◆ What is being asked
Each line of the listing is to be copied exactly.

◆ Data section
* * * *
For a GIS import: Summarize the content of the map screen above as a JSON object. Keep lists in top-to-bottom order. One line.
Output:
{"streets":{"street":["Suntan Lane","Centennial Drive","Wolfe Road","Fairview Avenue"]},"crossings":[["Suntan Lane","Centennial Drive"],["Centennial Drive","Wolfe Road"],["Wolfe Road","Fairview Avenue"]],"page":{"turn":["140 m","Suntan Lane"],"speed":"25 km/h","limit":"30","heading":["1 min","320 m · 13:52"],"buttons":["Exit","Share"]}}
* * * *
◆ Exercise output
For a GIS import: Summarize the content of the map screen above as a JSON object. Keep lists in top-to-bottom order. One line.
Output:
{"streets":{"street":["Suntan Lane","Centennial Drive","Wolfe Road","Fairview Avenue"]},"crossings":[["Suntan Lane","Centennial Drive"],["Centennial Drive","Wolfe Road"],["Wolfe Road","Fairview Avenue"]],"page":{"turn":["140 m","Suntan Lane"],"speed":"25 km/h","limit":"30","heading":["1 min","320 m · 13:52"],"buttons":["Exit","Share"]}}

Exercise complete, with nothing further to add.